**ABOUT THIS TASK**
Answer with a single number stating how many lines of the entries below include the string "Courts".

**PROVIDED ENTRIES**
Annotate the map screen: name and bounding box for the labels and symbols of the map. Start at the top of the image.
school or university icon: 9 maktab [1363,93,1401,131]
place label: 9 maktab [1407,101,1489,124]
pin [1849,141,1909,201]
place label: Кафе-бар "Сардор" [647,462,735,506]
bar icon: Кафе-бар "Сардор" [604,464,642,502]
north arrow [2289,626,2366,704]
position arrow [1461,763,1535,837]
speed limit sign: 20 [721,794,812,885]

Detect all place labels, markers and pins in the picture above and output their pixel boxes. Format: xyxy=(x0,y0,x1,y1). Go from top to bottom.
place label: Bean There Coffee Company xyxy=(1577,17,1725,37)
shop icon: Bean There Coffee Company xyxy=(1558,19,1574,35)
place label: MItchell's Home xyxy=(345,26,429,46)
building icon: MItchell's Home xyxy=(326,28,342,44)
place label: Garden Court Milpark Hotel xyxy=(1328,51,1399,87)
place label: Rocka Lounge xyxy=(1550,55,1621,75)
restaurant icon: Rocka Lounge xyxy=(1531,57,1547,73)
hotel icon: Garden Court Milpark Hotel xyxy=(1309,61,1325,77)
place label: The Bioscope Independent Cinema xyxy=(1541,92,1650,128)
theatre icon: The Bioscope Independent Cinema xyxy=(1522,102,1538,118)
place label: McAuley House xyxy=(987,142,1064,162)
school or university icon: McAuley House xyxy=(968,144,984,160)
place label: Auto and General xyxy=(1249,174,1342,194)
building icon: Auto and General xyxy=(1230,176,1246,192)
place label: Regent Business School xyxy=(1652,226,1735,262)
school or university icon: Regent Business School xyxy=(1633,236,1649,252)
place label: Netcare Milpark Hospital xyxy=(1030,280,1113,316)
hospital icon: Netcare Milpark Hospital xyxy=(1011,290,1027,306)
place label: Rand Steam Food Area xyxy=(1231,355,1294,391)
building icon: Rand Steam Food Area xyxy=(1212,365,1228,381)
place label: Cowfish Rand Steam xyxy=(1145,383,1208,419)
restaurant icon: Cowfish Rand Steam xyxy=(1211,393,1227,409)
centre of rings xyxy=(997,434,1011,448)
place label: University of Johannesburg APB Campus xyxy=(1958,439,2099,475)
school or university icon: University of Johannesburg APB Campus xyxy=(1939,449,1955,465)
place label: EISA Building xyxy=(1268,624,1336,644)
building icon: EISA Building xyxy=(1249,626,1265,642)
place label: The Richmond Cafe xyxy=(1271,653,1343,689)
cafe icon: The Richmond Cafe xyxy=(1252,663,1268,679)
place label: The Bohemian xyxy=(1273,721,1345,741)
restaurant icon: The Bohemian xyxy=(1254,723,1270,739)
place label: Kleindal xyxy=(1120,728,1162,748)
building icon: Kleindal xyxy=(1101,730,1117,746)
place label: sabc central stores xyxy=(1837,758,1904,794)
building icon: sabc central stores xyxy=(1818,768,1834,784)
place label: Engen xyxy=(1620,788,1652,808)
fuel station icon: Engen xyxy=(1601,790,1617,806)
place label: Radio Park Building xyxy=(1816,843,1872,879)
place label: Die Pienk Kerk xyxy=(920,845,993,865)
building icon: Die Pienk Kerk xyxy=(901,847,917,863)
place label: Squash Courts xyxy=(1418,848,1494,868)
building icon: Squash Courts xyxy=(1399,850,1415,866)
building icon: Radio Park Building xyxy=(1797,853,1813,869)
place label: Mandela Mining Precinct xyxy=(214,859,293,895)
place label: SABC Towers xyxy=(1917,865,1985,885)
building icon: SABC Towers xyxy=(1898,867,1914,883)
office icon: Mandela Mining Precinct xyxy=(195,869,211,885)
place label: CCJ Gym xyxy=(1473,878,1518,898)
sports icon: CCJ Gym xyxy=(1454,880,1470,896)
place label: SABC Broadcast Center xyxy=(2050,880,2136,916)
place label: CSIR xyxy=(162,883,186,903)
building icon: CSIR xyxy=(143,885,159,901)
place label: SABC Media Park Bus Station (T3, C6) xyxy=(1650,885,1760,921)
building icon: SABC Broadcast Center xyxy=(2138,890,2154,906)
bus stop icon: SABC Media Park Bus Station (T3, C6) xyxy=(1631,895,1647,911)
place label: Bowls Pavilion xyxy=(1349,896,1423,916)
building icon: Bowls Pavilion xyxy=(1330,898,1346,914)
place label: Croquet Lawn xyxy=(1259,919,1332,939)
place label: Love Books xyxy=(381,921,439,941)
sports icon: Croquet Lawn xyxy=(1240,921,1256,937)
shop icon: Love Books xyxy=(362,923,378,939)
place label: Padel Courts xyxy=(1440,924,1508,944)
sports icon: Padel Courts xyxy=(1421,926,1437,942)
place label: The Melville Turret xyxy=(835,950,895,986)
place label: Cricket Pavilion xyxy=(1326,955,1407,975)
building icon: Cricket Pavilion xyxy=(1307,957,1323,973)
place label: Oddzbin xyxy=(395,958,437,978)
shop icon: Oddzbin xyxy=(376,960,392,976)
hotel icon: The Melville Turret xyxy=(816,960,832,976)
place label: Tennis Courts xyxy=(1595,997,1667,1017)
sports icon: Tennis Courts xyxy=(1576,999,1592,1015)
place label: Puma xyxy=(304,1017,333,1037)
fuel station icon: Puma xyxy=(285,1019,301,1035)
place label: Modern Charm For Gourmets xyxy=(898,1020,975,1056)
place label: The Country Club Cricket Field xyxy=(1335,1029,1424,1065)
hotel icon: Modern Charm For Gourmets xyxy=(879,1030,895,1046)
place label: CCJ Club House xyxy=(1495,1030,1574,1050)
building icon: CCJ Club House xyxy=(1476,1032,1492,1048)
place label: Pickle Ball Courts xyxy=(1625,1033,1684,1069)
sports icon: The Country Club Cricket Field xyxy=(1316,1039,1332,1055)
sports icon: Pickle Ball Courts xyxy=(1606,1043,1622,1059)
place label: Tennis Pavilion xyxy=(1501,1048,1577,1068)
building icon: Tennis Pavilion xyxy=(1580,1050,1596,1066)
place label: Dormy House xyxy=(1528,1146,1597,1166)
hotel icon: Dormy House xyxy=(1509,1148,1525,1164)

**RESPONSE BELOW**
8